From mboxrd@z Thu Jan  1 00:00:00 1970
Received: from mailserv2.iuinc.com (IDENT:qmailr@mailserv2.iuinc.com [206.245.164.55])
	by puffin.external.hp.com (8.9.3/8.9.3) with SMTP id PAA27106
	for <parisc-linux@puffin.external.hp.com>; Mon, 18 Dec 2000 15:23:56 -0700
To: Stan Sieler <sieler@allegro.com>
Cc: parisc-linux@thepuffingroup.com,
        phi@hpfrcu03.france.hp.com (Philippe Benard),
        alan@lxorguk.ukuu.org.uk (Alan Cox), lamont@hp.com (LaMont Jones),
        matthew@wil.cx (Matthew Wilcox), jes@linuxcare.com (Jes Sorensen),
        alan@linuxcare.com.au (Alan Modra),
        jsm@udlkern.fc.hp.com (John Marvin), lamont@hp.com
Subject: Re: [parisc-linux] ldcw in __pthread_acquire 
In-reply-to: Your message of "Mon, 18 Dec 2000 11:44:45 PST."
             <200012181944.LAA07568@opus.allegro.com>
MIME-Version: 1.0
Content-Type: text/plain; charset="us-ascii"
Date: Mon, 18 Dec 2000 15:26:49 -0700
From: LaMont Jones <lamont@hp.com>
Message-Id: <20001218222649.B02801872C@security.hp.com>
List-ID: <linux-parisc.vger.kernel.org>

> Why?
>    - they make mistakes
So do kernel engineers.

>    - they don't know as much as they need to know
>    - their code runs on slightly different hardware (e.g., different
>      models of PA-RISC with slightly different characteristics).
These are the same point, and it ain't necessarily so.

>    - the cost of multiple copies of code (some copies by one user
>      programmer, some by another) 
>      ... many of which are "wrong" ... can be extreme.
This isn't a right vs wrong, just a code bloat issue...

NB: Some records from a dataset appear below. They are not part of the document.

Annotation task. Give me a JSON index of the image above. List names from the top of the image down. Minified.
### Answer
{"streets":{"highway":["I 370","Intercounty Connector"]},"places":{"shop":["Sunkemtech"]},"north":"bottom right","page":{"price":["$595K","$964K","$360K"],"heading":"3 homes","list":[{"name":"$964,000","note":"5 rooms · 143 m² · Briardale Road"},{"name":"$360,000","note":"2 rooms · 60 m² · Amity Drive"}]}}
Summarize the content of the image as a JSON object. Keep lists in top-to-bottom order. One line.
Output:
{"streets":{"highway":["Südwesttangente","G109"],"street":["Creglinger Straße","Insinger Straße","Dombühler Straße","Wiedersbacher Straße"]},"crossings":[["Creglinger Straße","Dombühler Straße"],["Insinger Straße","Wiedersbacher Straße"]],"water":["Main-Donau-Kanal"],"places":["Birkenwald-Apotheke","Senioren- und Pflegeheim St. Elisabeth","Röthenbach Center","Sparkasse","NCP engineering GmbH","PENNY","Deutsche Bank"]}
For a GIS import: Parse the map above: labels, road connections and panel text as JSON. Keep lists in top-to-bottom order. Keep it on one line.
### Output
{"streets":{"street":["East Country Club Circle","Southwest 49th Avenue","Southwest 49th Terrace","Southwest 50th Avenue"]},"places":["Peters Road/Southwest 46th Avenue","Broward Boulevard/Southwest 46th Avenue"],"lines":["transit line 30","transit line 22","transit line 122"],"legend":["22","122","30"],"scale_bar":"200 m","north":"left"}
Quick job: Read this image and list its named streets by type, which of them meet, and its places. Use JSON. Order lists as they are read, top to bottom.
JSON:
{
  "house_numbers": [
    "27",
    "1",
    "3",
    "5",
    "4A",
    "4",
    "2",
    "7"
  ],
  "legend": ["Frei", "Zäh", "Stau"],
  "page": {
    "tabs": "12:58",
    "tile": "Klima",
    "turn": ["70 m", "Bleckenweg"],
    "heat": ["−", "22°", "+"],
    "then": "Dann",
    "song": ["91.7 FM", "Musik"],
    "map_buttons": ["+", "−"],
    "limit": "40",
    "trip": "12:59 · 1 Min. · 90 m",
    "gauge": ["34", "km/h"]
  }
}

>       - it must be done correctly (e.g., for single-owner locks, only one
>         thread must think it owns it at a time;
It doesn't matter if a thread thinks it owns the lock if it can't access
the resource.  (Yes, you can do locking that way, I can think of at least
two places in HP-UX where that is the case:  one in kernel mode, and one
in user mode with a kernel assist...)  Both of those are based on the fact
that it's more efficient to run like hell and then pick yourself up when
you trip than it is to lock before using.  Both cases were driven by the
simple fact that efficiency was the difference between having a product
and having a piece of junk.

>	  and the owner shouldn't be starved of CPU time;
Doesn't matter until someone else wants the resource...  Given a finite
amount of CPU resource, and a given number of locks, someone is going to
get starved sometime.

>	  and a requestor shouldn't run away with CPU resources)
Shouldn't hold the resource _longer_than_necessary_.  But now you're
talking performance.

>       - it must be efficient.
It _should_ be efficient.

> Note that efficiency *IS ALWAYS LESS IMPORTANT THAN CORRECTNESS*.
> That's 100%, totally vital!  To say "important" is to make a severe
> understatement.

See above.  The correct technical solution is not always the correct
business decision.  (And man, does it hurt parts of me to say that.)
If the efficient solution allows a bit of starvation in a corner case,
then it may be best to just document the corner case and live with it,
based on how much better the normal case is.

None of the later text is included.